Caro Rui Fonseca, não sei, mas, fora destas campanhas abertas "ao público" durante o resto do tempo são as empresas que alimentam a ideia, enviando os produtos que se distribuem regularmente e que são muito mais do que os que nos pedem nestes fins de semana, como legumes, frescos, carne, peixe,etc.
Caro AF, não está em causa concordar ou não com o que foi dito, ou rever-se ou não no que foi dito, o que dá que pensar é que, apenas por causa disso,se tenham agregado tantas energias para criticar e até pôr em causa a continuidade da acção de IJ. Mesmo não concordando de todo, seria assim tão importante, comparado com o gigantismo do que está feito e comprovado? Não seria mais razoável ter minimizado,ter antes salientado o valor e o mérito, em vez de nos fixarmos no pretexto para criticar? Entre nós o que se exige a quem já provou é que não falhe, nem pouco nem muito, que seja irrepreensível,no pensamento, na palavra e na acção, na imagem e no terreno,ao contrário da imensa tolerância que temos para com os idiotas, os presunçosos e os que nunca se comprometem com uma obra em concreto.

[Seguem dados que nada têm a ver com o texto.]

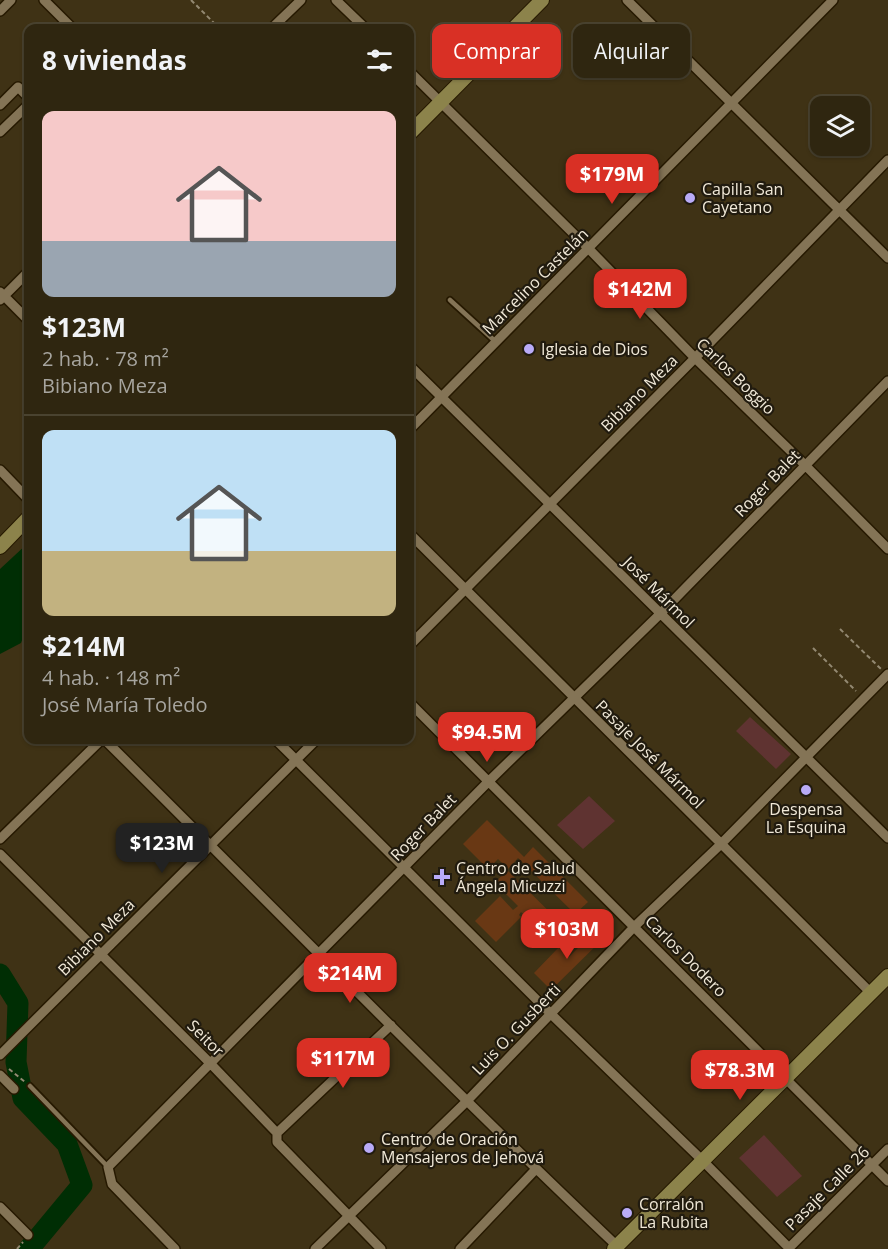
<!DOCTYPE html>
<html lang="es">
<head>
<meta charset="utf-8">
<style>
  body { margin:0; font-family:"Open Sans",sans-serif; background:#3b321e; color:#f1f3f6; height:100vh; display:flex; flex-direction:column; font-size:22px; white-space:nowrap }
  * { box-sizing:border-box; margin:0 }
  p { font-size:20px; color:#a7a59f }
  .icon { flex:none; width:33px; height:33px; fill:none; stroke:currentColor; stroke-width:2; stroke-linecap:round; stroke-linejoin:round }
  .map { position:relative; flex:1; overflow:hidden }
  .panel { position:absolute; left:24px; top:24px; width:390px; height:720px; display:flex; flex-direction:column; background:#2f2610; border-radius:12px; box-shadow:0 2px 4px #0004,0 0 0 2px #4a4330 }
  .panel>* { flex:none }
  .banner { position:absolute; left:432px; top:24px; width:366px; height:54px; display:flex; gap:12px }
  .tools { position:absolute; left:810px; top:96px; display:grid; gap:12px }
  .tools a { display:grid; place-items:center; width:60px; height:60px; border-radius:12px; background:#2f2610; box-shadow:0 2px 4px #0004,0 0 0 2px #4a4330; font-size:30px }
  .price { position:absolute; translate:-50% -51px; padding:0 14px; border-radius:12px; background:#d93025; color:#fff; font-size:20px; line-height:39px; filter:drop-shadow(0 2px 3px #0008) }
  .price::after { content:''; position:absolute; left:50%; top:36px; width:18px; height:14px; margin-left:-9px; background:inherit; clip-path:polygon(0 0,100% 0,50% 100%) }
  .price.on { background:#222; color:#fff }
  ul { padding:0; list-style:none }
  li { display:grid; align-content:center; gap:12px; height:318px; padding:0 18px }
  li+li { border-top:2px solid #4a4330 }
  li span { display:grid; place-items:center; height:186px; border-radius:12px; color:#555 }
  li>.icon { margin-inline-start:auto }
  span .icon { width:108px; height:108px; fill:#fffc; stroke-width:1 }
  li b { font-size:26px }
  h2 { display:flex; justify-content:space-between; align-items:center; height:72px; padding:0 18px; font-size:26px }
  .pill { padding:0 21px; border-radius:12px; background:#2f2610; box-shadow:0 2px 4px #0004,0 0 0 2px #4a4330; font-size:21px; line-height:54px }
  .pill.on { background:#d93025; color:#fff }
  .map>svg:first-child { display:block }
</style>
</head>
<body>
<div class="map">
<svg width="888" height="1249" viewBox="0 0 888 1249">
  <rect width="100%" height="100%" fill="#3f3215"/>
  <path fill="#5f3331" d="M750,717L791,754L776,769L736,731Z
    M589,796L615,821L583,849L557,825Z
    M764,1135L802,1176L777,1197L739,1158Z"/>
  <path fill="#002e04" d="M28,543V624L21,643L0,654V569Z"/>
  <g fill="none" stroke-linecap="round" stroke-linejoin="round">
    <path stroke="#002e04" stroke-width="21" d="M0,974L18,1003L16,1062L23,1098L67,1144L82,1185L29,1249"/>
  </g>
  <path fill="#693814" d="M487,820L524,857L533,847L588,902L575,914L518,858L508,869L498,859L488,869L463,844Z
    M507,870L565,927L551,942L521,912L519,915L521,917L496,942L475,921L500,896L513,910L518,906L495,883Z
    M600,926L608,934L551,990L534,973L559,947L569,957Z"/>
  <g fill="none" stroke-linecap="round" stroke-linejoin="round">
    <defs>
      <path id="lane" d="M450,300L496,342
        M30,1086L108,1167"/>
      <path id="street" d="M44,0L72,28
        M336,0L365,28
        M627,0L888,258
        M0,11L11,0
        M272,28L301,0
        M410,72L588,248L695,358L805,465L888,549
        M0,105L18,87L28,97
        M0,132L28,105
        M0,292L28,320
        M0,300L28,272
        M410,366L888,838
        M410,429L833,0
        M0,470L28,499
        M410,534L871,993
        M410,645L695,358L888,160
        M410,703L888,1181
        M105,740C275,909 443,1081 617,1246
        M276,740L551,1014L703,1161L790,1249
        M0,839L101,740
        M0,854L209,1062L277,1133V1142L381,1249
        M0,1055L316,740
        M0,1075L14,1089
        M277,1133L391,1025
        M0,1207L28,1235
        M175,1249L112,1184L108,1167L488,782L660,614L888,381
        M315,1249L467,1101L635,926L720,845L888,674
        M460,1249L536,1169
        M788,1249L888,1149"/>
      <path id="secondary" d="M410,133L542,0
        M0,547L28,518
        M614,1249L888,976"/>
    </defs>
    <use href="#lane" stroke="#261900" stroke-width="8"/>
    <use href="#street" stroke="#261900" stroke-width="12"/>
    <use href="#secondary" stroke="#261900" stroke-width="16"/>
    <path stroke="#938972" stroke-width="2" stroke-dasharray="4.5 3" stroke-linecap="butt" d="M191,0L219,28
      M840,629L881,669
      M813,648L856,691
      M9,1069L25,1082
      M17,1249L23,1242"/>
    <use href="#lane" stroke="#847456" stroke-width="4.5"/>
    <use href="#street" stroke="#847456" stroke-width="9"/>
    <use href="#secondary" stroke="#8c834b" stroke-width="14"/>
  </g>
  <g fill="#b9abf7" stroke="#211b0f" stroke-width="2">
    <circle cx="690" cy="198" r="6"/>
    <circle cx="529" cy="349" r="6"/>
    <circle cx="806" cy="790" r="6"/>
    <path d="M439 868h6v6h6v6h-6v6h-6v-6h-6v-6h6z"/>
    <circle cx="369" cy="1148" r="6"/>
    <circle cx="627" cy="1213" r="6"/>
  </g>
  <g text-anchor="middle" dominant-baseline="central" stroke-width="4.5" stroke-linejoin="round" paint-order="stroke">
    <g font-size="16" fill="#f0e8d7" stroke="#211b0f" text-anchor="start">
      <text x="702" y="189">Capilla San<tspan x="702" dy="18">Cayetano</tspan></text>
      <text x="541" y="349">Iglesia de Dios</text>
      <text x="806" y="809" text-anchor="middle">Despensa<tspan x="806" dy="18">La Esquina</tspan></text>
      <text x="456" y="868">Centro de Salud<tspan x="456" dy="18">Ángela Micuzzi</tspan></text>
      <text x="381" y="1139">Centro de Oración<tspan x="381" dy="18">Mensajeros de Jehová</tspan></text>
      <text x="639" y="1204">Corralón<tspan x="639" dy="18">La Rubita</tspan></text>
    </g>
    <g font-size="16" fill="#f0e8d7" stroke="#211b0f">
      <text transform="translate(535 281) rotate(-45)">Marcelino Castelán</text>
      <text transform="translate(736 376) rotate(44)">Carlos Boggio</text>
      <text transform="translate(639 393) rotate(-45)">Bibiano Meza</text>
      <text transform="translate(767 483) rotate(-46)">Roger Balet</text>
      <text transform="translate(659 592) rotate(45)">José Mármol</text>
      <text transform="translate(650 754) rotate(45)">Pasaje José Mármol</text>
      <text transform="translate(423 827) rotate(-46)">Roger Balet</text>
      <text transform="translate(96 937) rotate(-45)">Bibiano Meza</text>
      <text transform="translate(686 956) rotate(45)">Carlos Dodero</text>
      <text transform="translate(516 1029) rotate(-46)">Luis O. Gusberti</text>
      <text transform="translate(206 1038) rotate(45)">Seitor</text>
      <text transform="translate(827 1188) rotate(-45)">Pasaje Calle 26</text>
    </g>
  </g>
</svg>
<div class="tools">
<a><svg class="icon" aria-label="layers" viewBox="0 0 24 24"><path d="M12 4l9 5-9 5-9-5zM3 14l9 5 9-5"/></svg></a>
</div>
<b class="price" style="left:612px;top:205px">$179M</b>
<b class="price" style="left:640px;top:320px">$142M</b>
<b class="price" style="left:487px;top:763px">$94.5M</b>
<b class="price on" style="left:162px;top:874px">$123M</b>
<b class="price" style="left:567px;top:960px">$103M</b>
<b class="price" style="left:350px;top:1004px">$214M</b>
<b class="price" style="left:343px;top:1089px">$117M</b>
<b class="price" style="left:740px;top:1101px">$78.3M</b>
<div class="banner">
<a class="pill on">Comprar</a>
<a class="pill">Alquilar</a>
</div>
<section class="panel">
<h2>8 viviendas<svg class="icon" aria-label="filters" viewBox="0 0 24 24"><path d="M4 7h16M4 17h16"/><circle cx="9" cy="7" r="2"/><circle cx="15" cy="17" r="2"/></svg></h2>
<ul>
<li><span style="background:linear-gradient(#f6c9c9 70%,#9aa5b1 0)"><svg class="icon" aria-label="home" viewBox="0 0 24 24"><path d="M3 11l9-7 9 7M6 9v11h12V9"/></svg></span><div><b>$123M</b><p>2 hab. · 78 m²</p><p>Bibiano Meza</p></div></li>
<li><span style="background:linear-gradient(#bfe0f5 65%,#c2b280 0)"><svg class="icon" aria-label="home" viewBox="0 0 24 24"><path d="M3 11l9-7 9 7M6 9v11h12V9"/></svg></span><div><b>$214M</b><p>4 hab. · 148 m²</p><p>José María Toledo</p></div></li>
</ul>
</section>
</div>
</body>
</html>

Felizmente, caro Zé Mário, neste caso foi possível fazer essa distinção.
Parabéns também à articulista. Subscrevo na íntegra.
Cara Suzana,
Associo-me, calorosamente, à expressão de apreço do seu Post para com o BA e sua Mentora! Mais um caso - e este bem eloquente - da distinção entre o País que (só)fala e o País que faz!